La aldaba
Carlos Navarro Antolín
Demasiados niñatos en la política
Suplico comprensión: no me voy a poder aguantar el arrebato lírico (lo lírico suele estar reñido con lo poético) de escribir sobre el azahar. Entiéndanme, he salido de mañana a pasear, y camino a la orilla –el sol principiando– me han llegado a las narices tales vapores de azahar y su rocío que al punto –me arranco por Safo– “se me espesa la lengua y de pronto un sutil fuego me corre la piel, por mis ojos nada veo, los oídos me zumban, toda entera me estremezco”, y etcétera: efectos secundarios de vivir donde vivimos. Comienzo a pensar que escogí esta ciudad y sus severos rigores de 40 grados a la sombra con tal de sentir físicamente los efectos de sus cuantitos días de primera primavera, a todas luces más imponente que la de cualquier otra ciudad que haya conocido.
No sentir, que no atender a las percepciones y bloquear las emociones y su expresión física, quizá tenga sus ventajas; no sentir nos da sensación –falsa– de infalibilidad, autocontrol y eficiencia. Pero percibir, emocionarnos y dejar que el cuerpo lo manifieste es, sin embargo, el sensor más audaz, nítido y liberador que conozco. Dicho sea, sin distingos, para el gozo y la pena. Clarisintiente, aspiraba a ser Juan Ramón Jiménez. Darnos el permiso de sentir lo que nos quiera traer, por ejemplo, el azahar, nos hace más humanos. Incluso diría que mejores.
Claro que esa apertura entraña sus riesgos. El peligro no está en garrapiñar los recuerdos, sino la formulación de éstos, como es mi caso: vengo aquí y les endiño un artículo-torrija, de lenguaje peguntoso por fragante, como si hubiera una única horma expresiva, la de la sobredosis de adjetivos y rimas de taquicardia. “Sofocón de ternura”, lo llamaría el recién desaparecido Paco Pachón. El sentimentalismo huero, y la falsificación que procura, no está en la raíz de su contenido sino en la forma de pretender pasar a limpio, emborronándolo, lo que sentimos. Mas asumo el riesgo, si hace falta, de resultar cursi y costumbrista. Todo menos cerrarse al azahar que se abre.
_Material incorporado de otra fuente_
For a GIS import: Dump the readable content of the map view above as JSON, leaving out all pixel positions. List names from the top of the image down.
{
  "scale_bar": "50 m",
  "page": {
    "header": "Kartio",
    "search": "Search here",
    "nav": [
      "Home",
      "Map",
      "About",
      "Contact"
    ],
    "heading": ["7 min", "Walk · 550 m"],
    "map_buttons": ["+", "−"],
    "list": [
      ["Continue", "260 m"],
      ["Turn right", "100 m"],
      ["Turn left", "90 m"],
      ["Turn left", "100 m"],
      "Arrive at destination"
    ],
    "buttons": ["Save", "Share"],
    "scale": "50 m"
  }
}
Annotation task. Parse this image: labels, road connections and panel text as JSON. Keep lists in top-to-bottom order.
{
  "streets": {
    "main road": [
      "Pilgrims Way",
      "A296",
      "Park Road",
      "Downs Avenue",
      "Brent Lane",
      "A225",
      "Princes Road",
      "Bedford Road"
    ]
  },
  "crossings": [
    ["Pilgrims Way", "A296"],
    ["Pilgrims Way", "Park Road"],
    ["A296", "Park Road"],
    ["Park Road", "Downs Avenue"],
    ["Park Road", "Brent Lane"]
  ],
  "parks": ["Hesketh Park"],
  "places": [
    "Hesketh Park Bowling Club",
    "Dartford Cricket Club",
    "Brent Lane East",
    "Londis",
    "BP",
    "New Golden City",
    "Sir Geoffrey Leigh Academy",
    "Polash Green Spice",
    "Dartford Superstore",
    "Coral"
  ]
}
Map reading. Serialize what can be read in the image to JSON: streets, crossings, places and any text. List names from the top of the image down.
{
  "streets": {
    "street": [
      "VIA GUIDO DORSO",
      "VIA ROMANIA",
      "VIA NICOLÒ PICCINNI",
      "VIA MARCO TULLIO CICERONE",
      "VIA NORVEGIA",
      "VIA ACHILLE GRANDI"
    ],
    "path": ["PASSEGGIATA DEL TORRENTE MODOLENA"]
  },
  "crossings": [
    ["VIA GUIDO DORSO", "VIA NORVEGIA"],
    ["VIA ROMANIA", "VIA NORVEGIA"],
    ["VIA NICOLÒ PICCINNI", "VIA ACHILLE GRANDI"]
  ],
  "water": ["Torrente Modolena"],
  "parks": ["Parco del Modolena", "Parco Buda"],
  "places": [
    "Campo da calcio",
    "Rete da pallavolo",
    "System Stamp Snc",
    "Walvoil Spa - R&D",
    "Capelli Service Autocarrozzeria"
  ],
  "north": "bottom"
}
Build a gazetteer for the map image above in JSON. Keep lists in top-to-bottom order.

En los talleres literarios que tengo el placer de impartir en la Fundación Centro de Poesía José Hierro, acabo de proponer la lectura de los Me acuerdo de Joe Brainard, y la escritura consiguiente de los propios Me acuerdo; esto es, de frases cortas, sin trazas de ínfulas literarias, donde decimos de un golpe y sin florilegios el recuerdo que nos asalta. Algo nos sirve de llave a la memoria más importante, que es la aparentemente intrascendente: una vieja canción o el azahar nos lleva a acordarnos vívidamente de algo. A revivirlo, y a dejarlo dicho con la claridad que trae de suyo. A ser entonces –corrijo– no mejores sino, mejor dicho, más nosotros. En ello andamos, de por vida.